Work through the records that follow and return each line containing the word "Order".
Start of Data for the task
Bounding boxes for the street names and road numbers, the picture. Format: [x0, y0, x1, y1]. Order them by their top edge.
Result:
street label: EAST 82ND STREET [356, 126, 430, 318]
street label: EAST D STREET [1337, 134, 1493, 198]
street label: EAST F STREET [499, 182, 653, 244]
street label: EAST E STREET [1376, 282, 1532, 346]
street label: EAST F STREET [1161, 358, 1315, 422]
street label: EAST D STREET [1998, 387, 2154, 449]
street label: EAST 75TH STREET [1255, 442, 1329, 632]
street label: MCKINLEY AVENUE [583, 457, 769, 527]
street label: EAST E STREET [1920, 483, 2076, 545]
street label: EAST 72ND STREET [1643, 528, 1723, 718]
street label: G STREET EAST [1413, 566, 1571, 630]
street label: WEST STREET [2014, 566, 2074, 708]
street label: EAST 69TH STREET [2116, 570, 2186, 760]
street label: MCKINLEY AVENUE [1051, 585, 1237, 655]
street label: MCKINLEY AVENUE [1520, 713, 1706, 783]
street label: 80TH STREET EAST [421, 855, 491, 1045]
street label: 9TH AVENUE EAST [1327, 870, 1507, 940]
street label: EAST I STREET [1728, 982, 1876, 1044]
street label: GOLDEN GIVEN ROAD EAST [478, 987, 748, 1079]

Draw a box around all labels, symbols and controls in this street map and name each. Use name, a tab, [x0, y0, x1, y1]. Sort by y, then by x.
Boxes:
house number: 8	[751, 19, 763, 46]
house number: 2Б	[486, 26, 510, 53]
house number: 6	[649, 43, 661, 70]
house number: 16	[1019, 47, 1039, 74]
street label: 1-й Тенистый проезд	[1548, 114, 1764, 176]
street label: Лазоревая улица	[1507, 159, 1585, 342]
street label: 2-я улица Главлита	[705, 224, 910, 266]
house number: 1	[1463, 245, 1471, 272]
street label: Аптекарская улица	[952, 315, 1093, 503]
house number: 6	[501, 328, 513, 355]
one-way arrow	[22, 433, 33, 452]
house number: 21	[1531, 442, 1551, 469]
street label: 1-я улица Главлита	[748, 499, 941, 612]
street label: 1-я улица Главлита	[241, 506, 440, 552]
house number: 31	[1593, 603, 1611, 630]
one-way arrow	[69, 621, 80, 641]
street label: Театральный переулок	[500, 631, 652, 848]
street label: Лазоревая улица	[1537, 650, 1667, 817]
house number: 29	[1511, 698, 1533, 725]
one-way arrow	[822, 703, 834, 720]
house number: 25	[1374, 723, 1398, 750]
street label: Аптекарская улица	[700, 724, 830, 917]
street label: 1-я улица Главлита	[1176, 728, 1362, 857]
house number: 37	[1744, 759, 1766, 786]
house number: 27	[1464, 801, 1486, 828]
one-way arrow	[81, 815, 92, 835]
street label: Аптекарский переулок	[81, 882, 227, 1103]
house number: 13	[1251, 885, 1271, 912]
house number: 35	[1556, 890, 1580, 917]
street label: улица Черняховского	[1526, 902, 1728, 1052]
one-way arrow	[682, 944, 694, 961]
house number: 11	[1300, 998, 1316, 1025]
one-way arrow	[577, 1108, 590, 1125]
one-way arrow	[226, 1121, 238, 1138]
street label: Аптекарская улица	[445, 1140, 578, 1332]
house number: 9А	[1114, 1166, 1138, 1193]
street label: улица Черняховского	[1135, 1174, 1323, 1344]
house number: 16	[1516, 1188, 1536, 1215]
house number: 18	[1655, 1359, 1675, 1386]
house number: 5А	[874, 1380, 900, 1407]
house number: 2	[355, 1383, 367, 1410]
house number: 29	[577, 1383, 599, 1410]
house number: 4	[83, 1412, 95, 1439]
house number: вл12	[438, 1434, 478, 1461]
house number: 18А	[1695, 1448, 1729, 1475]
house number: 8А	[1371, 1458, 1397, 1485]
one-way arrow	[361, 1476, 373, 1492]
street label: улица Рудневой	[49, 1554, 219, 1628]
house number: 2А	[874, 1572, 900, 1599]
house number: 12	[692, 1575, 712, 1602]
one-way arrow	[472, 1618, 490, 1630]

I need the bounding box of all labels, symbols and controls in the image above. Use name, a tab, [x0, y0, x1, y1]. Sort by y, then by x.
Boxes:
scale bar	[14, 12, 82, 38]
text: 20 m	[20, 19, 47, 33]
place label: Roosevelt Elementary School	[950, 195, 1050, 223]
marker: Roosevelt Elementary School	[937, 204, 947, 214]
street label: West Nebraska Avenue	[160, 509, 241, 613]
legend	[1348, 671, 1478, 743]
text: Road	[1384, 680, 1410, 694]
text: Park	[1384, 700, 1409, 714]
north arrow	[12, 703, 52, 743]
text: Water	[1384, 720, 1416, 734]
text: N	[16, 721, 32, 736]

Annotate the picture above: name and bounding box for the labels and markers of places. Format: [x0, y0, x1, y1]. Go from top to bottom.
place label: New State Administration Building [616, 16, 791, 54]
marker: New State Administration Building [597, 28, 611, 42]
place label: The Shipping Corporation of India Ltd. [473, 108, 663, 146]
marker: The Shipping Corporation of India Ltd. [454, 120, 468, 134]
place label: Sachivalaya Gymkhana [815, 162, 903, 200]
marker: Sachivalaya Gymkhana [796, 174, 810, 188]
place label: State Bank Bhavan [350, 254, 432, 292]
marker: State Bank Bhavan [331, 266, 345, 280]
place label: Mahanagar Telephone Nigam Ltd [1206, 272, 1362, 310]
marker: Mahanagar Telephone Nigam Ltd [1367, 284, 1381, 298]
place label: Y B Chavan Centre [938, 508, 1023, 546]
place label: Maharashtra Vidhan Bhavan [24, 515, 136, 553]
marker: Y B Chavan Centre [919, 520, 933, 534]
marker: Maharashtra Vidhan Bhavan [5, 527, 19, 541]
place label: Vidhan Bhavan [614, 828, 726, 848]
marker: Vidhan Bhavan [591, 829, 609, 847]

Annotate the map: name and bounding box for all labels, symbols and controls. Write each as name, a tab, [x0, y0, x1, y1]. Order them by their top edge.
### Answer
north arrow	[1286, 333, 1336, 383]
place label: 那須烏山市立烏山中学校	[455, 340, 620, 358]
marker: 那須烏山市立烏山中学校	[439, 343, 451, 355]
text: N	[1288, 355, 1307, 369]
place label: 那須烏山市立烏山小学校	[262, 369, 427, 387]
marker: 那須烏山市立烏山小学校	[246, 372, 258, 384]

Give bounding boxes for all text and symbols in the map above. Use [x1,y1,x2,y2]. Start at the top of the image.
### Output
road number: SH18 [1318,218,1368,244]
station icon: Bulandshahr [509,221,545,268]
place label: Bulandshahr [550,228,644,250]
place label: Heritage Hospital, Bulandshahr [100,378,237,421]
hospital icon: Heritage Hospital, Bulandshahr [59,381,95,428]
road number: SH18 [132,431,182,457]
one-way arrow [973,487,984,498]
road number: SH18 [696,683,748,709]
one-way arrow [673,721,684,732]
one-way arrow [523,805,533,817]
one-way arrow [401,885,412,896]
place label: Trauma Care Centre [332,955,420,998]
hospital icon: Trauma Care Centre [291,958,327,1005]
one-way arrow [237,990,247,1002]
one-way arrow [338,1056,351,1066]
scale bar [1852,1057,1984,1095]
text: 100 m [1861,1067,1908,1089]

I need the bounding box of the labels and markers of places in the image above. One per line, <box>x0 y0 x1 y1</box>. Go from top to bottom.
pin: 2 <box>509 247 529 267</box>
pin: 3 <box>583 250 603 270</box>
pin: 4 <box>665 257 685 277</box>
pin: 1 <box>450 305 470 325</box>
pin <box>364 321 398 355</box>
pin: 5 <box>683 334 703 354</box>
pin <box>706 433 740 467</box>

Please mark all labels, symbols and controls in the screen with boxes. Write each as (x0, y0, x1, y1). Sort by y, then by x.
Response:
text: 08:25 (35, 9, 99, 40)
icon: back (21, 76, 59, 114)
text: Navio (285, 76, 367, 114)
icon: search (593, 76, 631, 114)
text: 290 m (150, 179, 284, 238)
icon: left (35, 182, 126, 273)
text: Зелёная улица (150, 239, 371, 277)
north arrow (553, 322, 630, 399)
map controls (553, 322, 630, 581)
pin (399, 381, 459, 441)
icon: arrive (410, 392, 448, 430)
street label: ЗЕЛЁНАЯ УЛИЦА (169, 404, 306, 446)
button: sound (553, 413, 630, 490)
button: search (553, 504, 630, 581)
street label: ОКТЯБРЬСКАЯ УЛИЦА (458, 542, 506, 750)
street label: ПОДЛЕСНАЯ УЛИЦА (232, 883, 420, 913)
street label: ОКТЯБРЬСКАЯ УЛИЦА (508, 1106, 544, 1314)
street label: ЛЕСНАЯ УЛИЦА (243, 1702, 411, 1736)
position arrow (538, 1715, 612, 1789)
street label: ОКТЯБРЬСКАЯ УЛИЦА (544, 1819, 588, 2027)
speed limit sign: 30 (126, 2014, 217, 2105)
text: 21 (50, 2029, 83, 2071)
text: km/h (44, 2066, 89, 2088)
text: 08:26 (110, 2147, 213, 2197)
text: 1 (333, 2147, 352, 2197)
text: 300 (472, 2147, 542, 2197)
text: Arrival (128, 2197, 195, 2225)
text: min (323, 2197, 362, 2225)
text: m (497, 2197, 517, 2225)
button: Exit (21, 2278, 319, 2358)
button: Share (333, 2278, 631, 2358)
End of Data for the task
**Problem solution:**
Bounding boxes for the street names and road numbers, the picture. Format: [x0, y0, x1, y1]. Order them by their top edge.
Annotate the map: name and bounding box for all labels, symbols and controls. Write each as name, a tab, [x0, y0, x1, y1]. Order them by their top edge.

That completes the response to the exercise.